Поскольку все явления этногенеза происходят на поверхности Земли в тех или иных географических условиях, то неизбежно возникает вопрос о роли ландшафта как фактора, представляющего экономические возможности естественно сложившимся человеческим коллективам – этносам [116, с. 412–416]. Но сочетания истории с географией для нашей проблемы недостаточно, потому что речь идет о живых организмах, которые, как известно, всегда находятся в состоянии либо эволюции, либо инволюции, либо мономорфизма (устойчивости внутри вида) и взаимодействуют с другими живыми организмами, образуя сообщества – геобиоценозы.

Таким образом, следует поместить нашу проблему на стыке трех наук: истории, географии (ландшафтоведения) и биологии (экологии и генетики).

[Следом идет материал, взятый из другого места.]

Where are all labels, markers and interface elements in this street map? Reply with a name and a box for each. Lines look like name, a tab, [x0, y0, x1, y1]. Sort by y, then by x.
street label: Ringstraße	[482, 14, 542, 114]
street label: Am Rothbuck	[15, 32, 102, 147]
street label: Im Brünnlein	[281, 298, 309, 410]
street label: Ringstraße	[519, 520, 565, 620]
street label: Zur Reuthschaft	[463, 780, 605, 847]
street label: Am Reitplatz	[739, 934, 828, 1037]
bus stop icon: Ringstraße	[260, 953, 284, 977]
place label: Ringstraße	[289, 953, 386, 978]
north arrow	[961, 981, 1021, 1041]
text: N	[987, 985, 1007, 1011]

А коль скоро так, то можно дать второе приближение определения термина «этнос»: этнос – специфическая форма существования вида Homo sapiens, а этногенез – локальный вариант внутривидового формообразования, определяющийся сочетанием исторического и хорономического (ландшафтного) факторов.

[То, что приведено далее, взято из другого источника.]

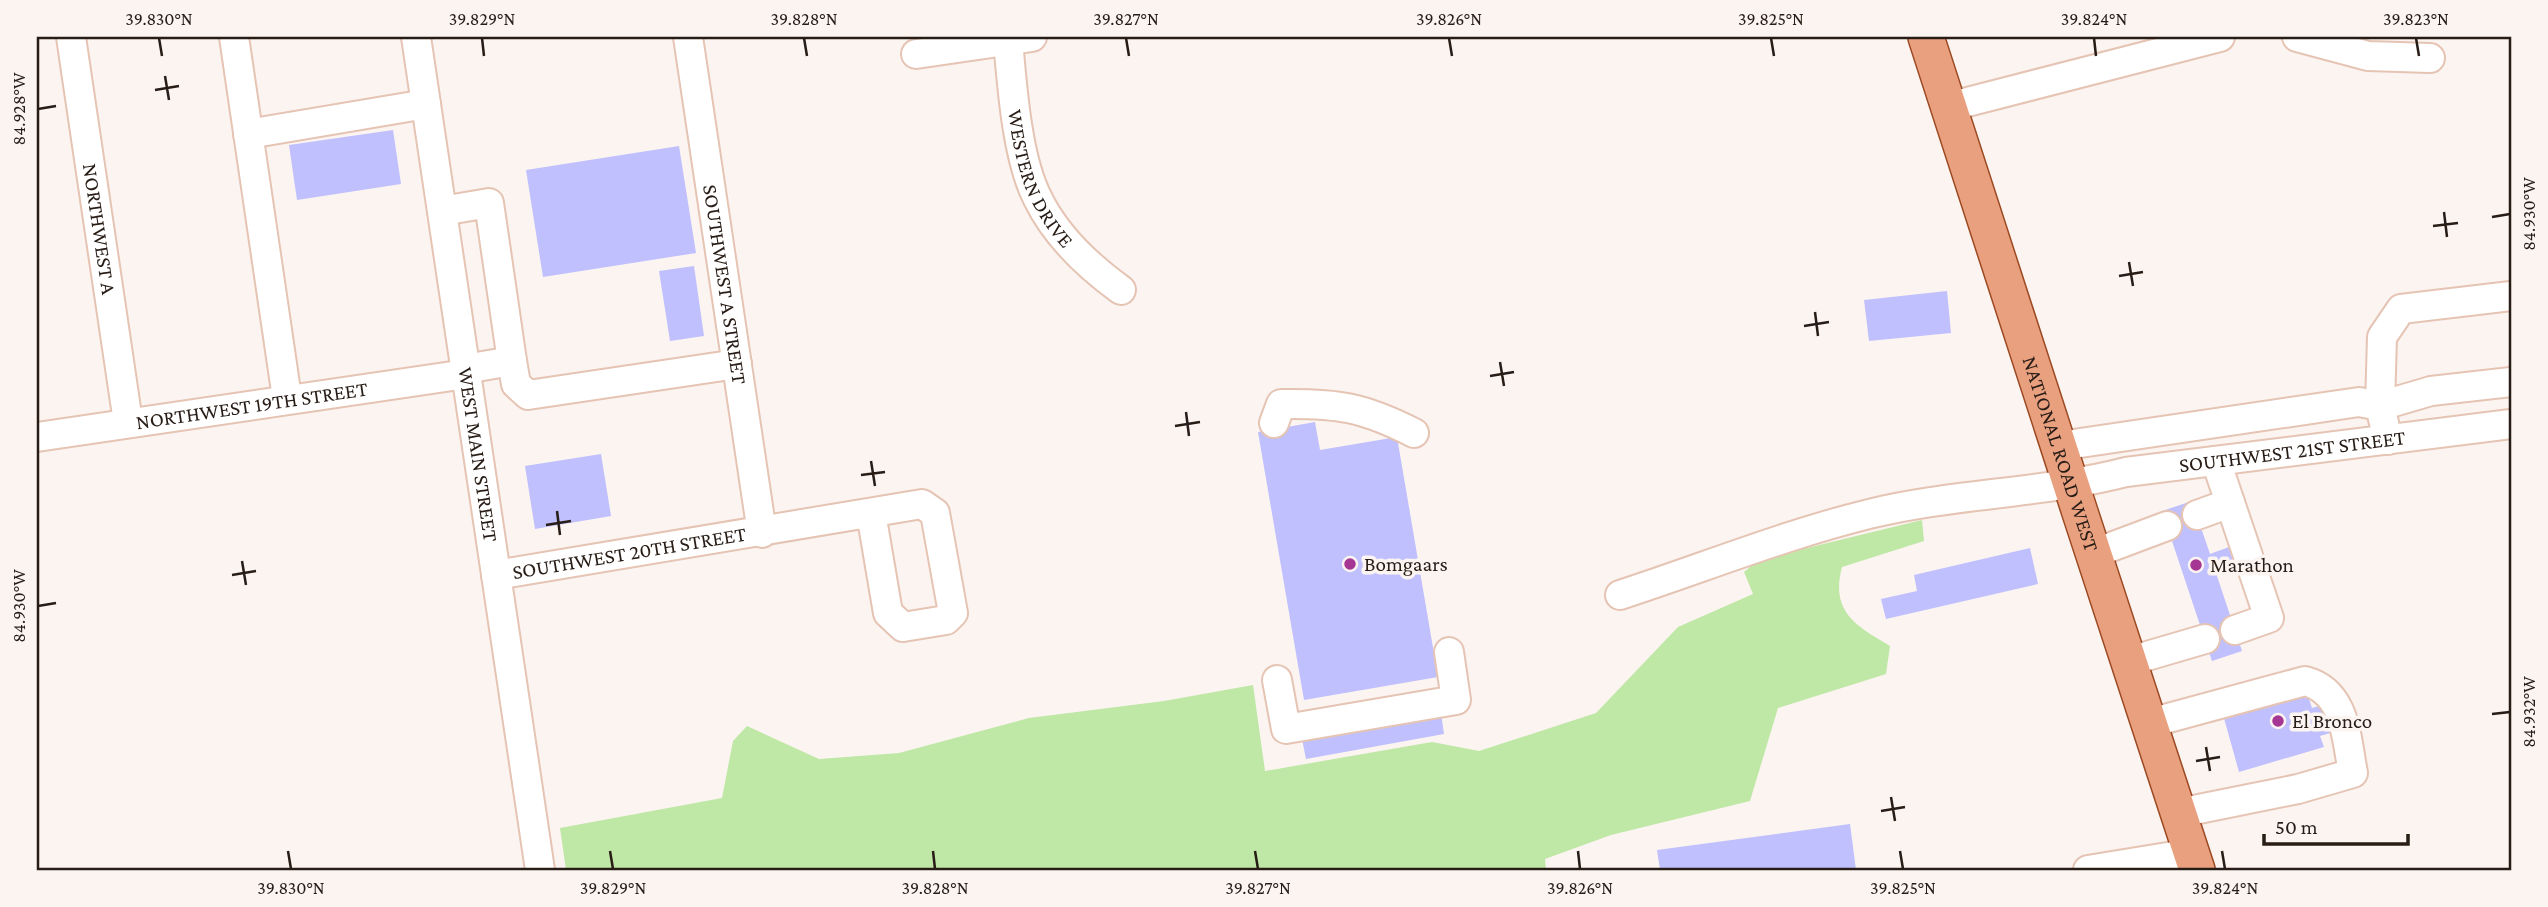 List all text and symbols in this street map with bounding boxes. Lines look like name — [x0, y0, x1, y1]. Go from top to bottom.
text: 39.830°N — [125, 9, 193, 29]
text: 39.829°N — [449, 9, 515, 29]
text: 39.828°N — [770, 9, 838, 29]
text: 39.827°N — [1093, 9, 1159, 29]
text: 39.826°N — [1416, 9, 1482, 29]
text: 39.825°N — [1738, 9, 1804, 29]
text: 39.824°N — [2061, 9, 2127, 29]
text: 39.823°N — [2383, 9, 2449, 29]
text: 84.928°W — [9, 72, 29, 146]
street label: WESTERN DRIVE — [1003, 108, 1078, 252]
street label: NORTHWEST A — [78, 162, 121, 296]
text: 84.930°W — [2519, 177, 2539, 251]
street label: SOUTHWEST A STREET — [698, 183, 752, 386]
street label: NATIONAL ROAD WEST — [2018, 353, 2104, 555]
street label: WEST MAIN STREET — [453, 365, 503, 544]
street label: NORTHWEST 19TH STREET — [134, 377, 370, 434]
street label: SOUTHWEST 21ST STREET — [2178, 425, 2407, 477]
street label: SOUTHWEST 20TH STREET — [511, 521, 748, 584]
place label: Bomgaars — [1364, 552, 1448, 576]
place label: Marathon — [2210, 553, 2294, 577]
marker: Bomgaars — [1342, 556, 1358, 572]
marker: Marathon — [2188, 557, 2204, 573]
text: 84.930°W — [9, 569, 29, 643]
text: 84.932°W — [2519, 676, 2539, 748]
place label: El Bronco — [2292, 709, 2372, 733]
marker: El Bronco — [2270, 713, 2286, 729]
scale bar — [2264, 802, 2408, 846]
text: 50 m — [2275, 815, 2318, 839]
text: 39.830°N — [257, 878, 325, 898]
text: 39.829°N — [580, 878, 646, 898]
text: 39.828°N — [901, 878, 969, 898]
text: 39.827°N — [1225, 878, 1291, 898]
text: 39.826°N — [1547, 878, 1613, 898]
text: 39.825°N — [1870, 878, 1936, 898]
text: 39.824°N — [2192, 878, 2258, 898]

Может показаться экстравагантным аспект, в котором одной из движущих сил развития человечества являются страсти и побуждения, но начало этому типу исследований положили Ч. Дарвин и Ф. Энгельс [143, т. 21, с. 176]. Следуя научной традиции, мы обращаем внимание на ту сторону человеческой деятельности, которая выпала из поля зрения большинства наших предшественников.

У историка без географии встречается «претыкание»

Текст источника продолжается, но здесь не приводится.